12 Haziran 2013 Çarşamba

B7. AKKAD MEDENİYETİ


Akkadlar’ın mensup olduğu ilk Samî kavimleri (Doğu Samileri), Arap yarımadasından
çıkarak Orta Mezopotamya bölgesine gelmişlerdir.

Yüzyıllarca Sümer bölgesini Sümerler’le paylaşmış olan Akkadlar, Sümer kültürünü de benimsemişlerdir. Fakat MÖ. 2350 yıllarında kendi kültürleriyle ortaya çıkmışlar ve Mezopotamya’ya hâkim olmuşlardır. Böylece Mezopotamya’da Sümer idaresi son bulmuş ve Akkadlar’ın kurmuş oldukları devletin
idaresinde Sümerler, sakin bir halk olarak yaşamışlardır.

Akkad kültürü, kendilerine özgü kültürleriyle, Sümer kültürünün kaynaşmasından oluşmuştur.
Akkad (ya da Agade) şehrinde kurulan devlet, Önasya dünyasının dönüm noktasıdır. Artık bir site devleti olmaktan ziyade, siteden imparatorluğa doğru gelişmiş bir devlet görünümündedir.

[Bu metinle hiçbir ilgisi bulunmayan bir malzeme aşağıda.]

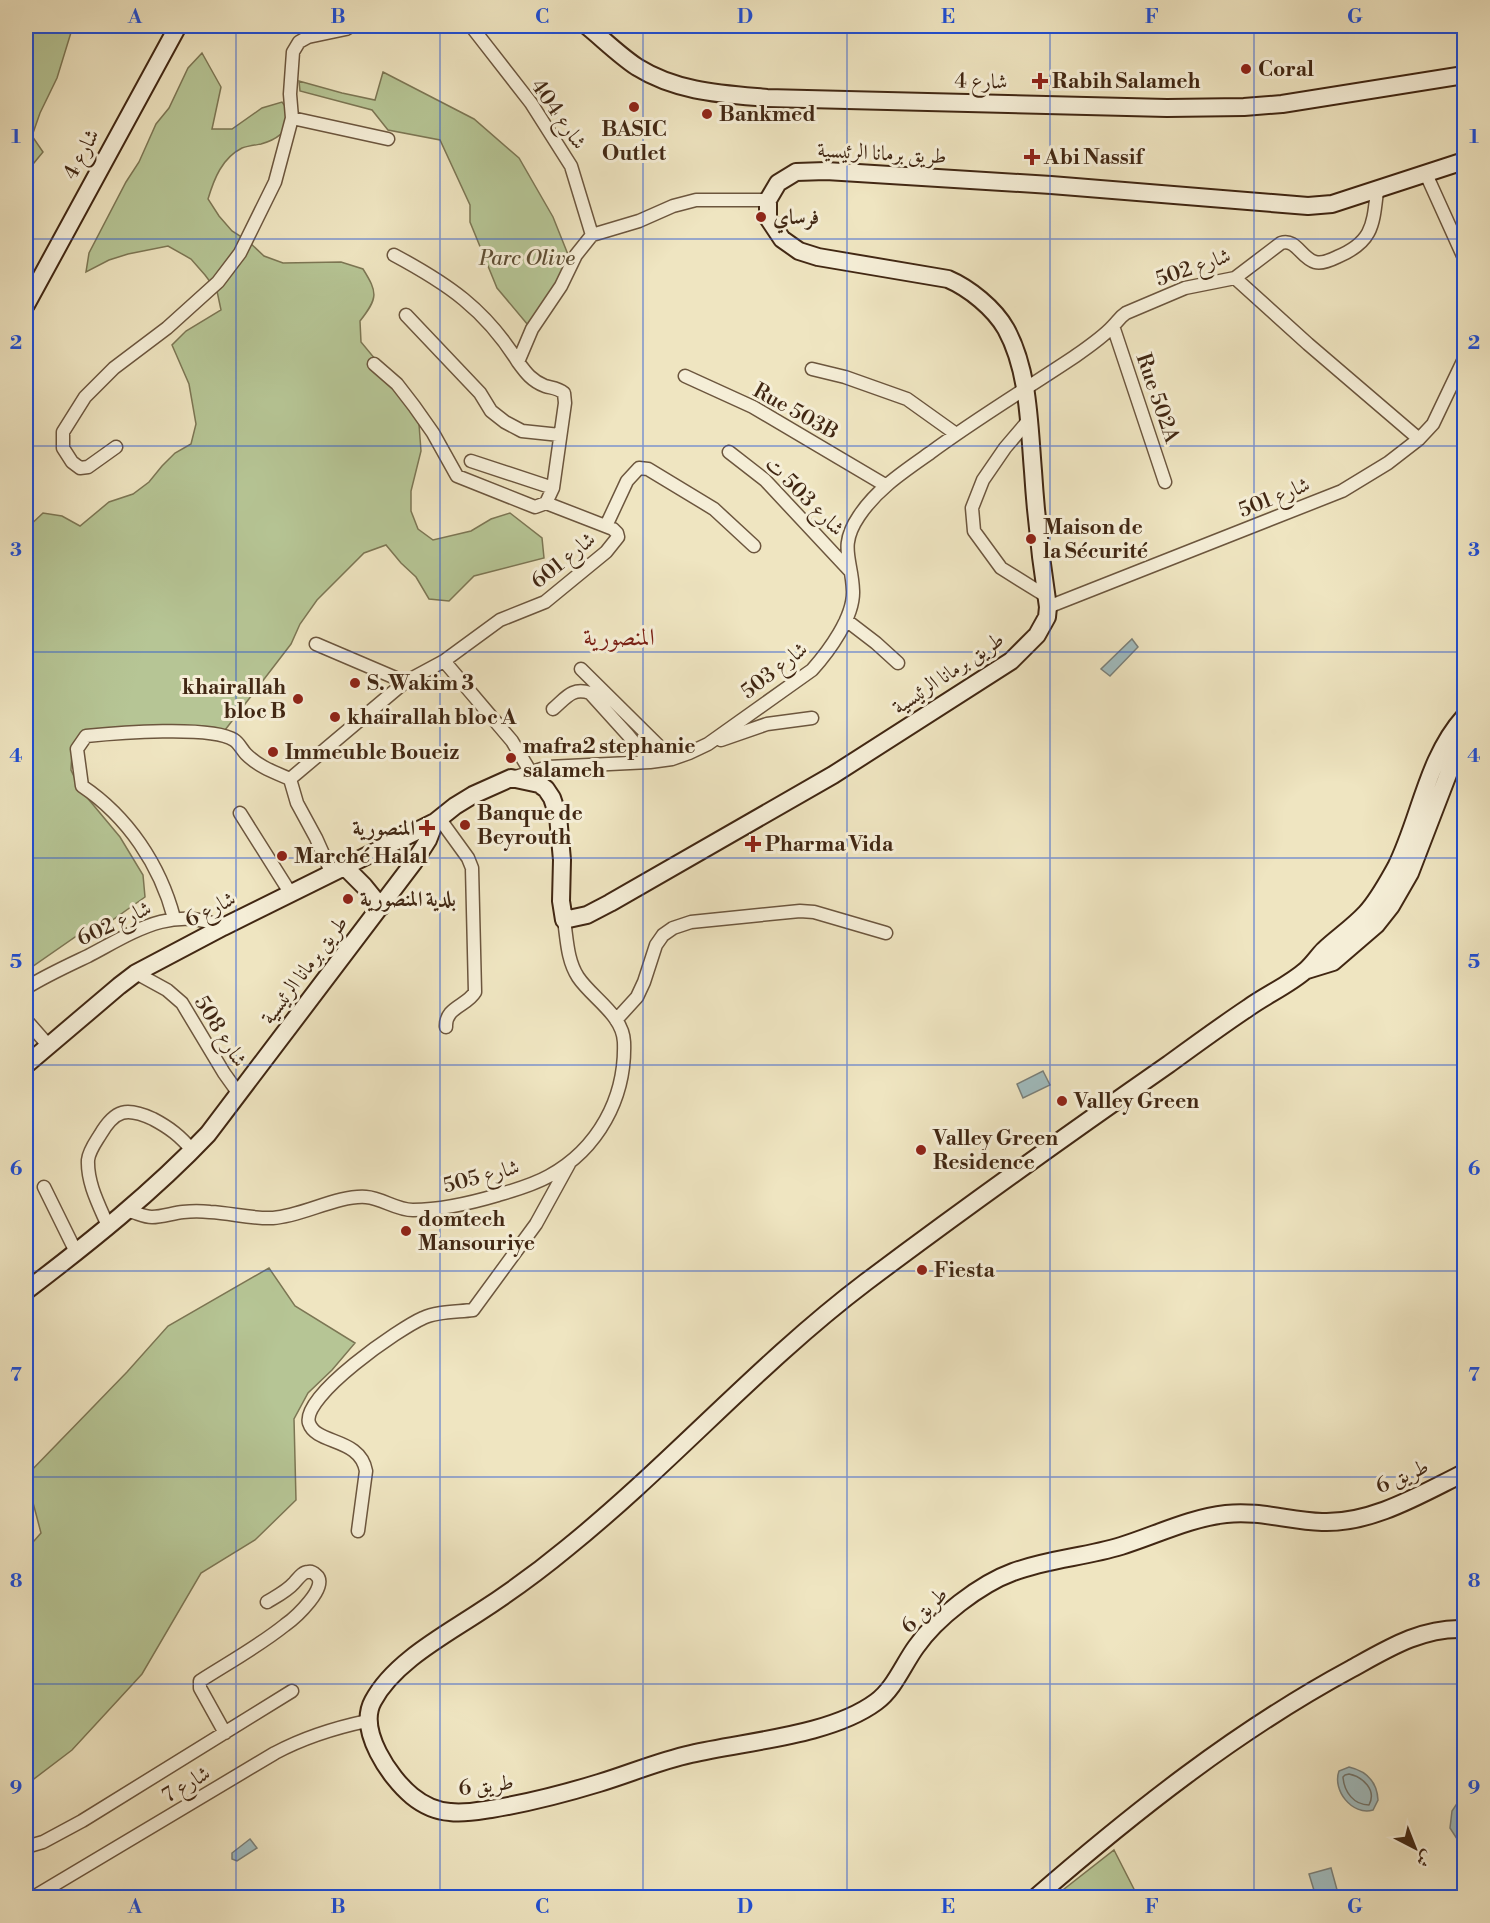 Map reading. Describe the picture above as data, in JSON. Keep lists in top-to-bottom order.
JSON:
{
  "streets": {
    "street": [
      "شارع 4",
      "شارع 404",
      "طريق برمانا الرئيسية",
      "شارع 502",
      "Rue 502A",
      "Rue 503B",
      "شارع 503 ت",
      "شارع 501",
      "شارع 601",
      "شارع 503",
      "شارع 6",
      "شارع 602",
      "شارع 508",
      "شارع 505",
      "طريق 6",
      "شارع 7"
    ]
  },
  "crossings": [
    ["طريق برمانا الرئيسية", "شارع 502"],
    ["طريق برمانا الرئيسية", "شارع 501"],
    ["طريق برمانا الرئيسية", "شارع 6"],
    ["طريق برمانا الرئيسية", "شارع 508"],
    ["طريق برمانا الرئيسية", "شارع 505"],
    ["شارع 502", "Rue 502A"],
    ["شارع 502", "شارع 503"],
    ["Rue 503B", "شارع 503"],
    ["شارع 503 ت", "شارع 503"],
    ["شارع 6", "شارع 602"],
    ["شارع 6", "شارع 508"],
    ["طريق 6", "شارع 7"]
  ],
  "districts": ["المنصورية"],
  "parks": ["Parc Olive"],
  "places": {
    "other": [
      "Coral",
      "BASIC Outlet",
      "Bankmed",
      "فرساي",
      "Maison de la Sécurité",
      "S. Wakim 3",
      "khairallah bloc B",
      "khairallah bloc A",
      "Immeuble Boueiz",
      "mafra2 stephanie salameh",
      "Banque de Beyrouth",
      "Marché Halal",
      "بلدية المنصورية",
      "Valley Green",
      "Valley Green Residence",
      "domtech Mansouriye",
      "Fiesta"
    ],
    "health": [
      "Rabih Salameh",
      "Abi Nassif",
      "المنصورية",
      "Pharma Vida"
    ]
  },
  "north": "bottom right",
  "grid": {
    "columns": [
      "A",
      "B",
      "C",
      "D",
      "E",
      "F",
      "G"
    ],
    "rows": [
      "1",
      "2",
      "3",
      "4",
      "5",
      "6",
      "7",
      "8",
      "9"
    ]
  }
}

Fakat burada yabancı hâkimiyet altındaki Sümer memleketinin tarihine girmeden önce, Akkad Devleti’nin tarihteki önemi üzerinde durmalıyız: Samîler Akkad Devleti’nin kuruluşu sayesinde memleketin eski bir çok geleneğini değiştirmişlerdi.
Bir defa devletin resmi dili Akkadça olmuştu.
Sümerce, tıpkı Ortaçağlar Avrupası’ndaki Latince ve Osmanlı İmparatorluğu zamanındaki Arapça gibi, yalnız din dili olarak güneydeki Sümer şehirlerinde rahipler tarafından kullanılıyordu.
Bu devirde devlet teşkilatı ve sosyal bünye de değişmişti.
Ok ve yayın özellikle Samî Akkadlar tarafından kullanıldığına dayanarak, Samîler’in Er Sülaleler Devri’nde
Mezopotamya’ya geldikleri kabul edilmektedir.
Hatta Ur’da mezarı bulunan Kraliçe Puabi (eskiden Şub-ad okunurdu) adının da Samî olduğu anlaşıldığı gibi, Er Sülaleler Devri’ne ait kral listelerindeki isimler arasında da Samî adlar görülür. Bundan dolayıdır ki, Er Sülaleler Devri’nin kültürü Sümerlerle Samîler’in ortak malıdır. Bu yüzden bu devre

Sargon’dan önceki (presargonik) devirler dahi denilmektedir.Er Sülaleler Devri’nin mütevazi EN'likleri (veya Ensilikleri) kralın tebası olan valiler haline gelmişlerdi. Teokratik sosyalist Sümer şehir devletlerinin mabed ekonomilerine dayanan "Nimette de, zahmette de iştirak" prensibi tamamen ortadan kalkmış, onun yerini şahsi mülkiyet almıştı.
Bu yeni devirde devletin başındaki Şarru (kral), Er Sülaleler Devri’nin Lugalleri, Ensileri veya EN'leri gibi, tanrıların temsilcisi değildiler, bizatihi kendileri Tanrı idiler.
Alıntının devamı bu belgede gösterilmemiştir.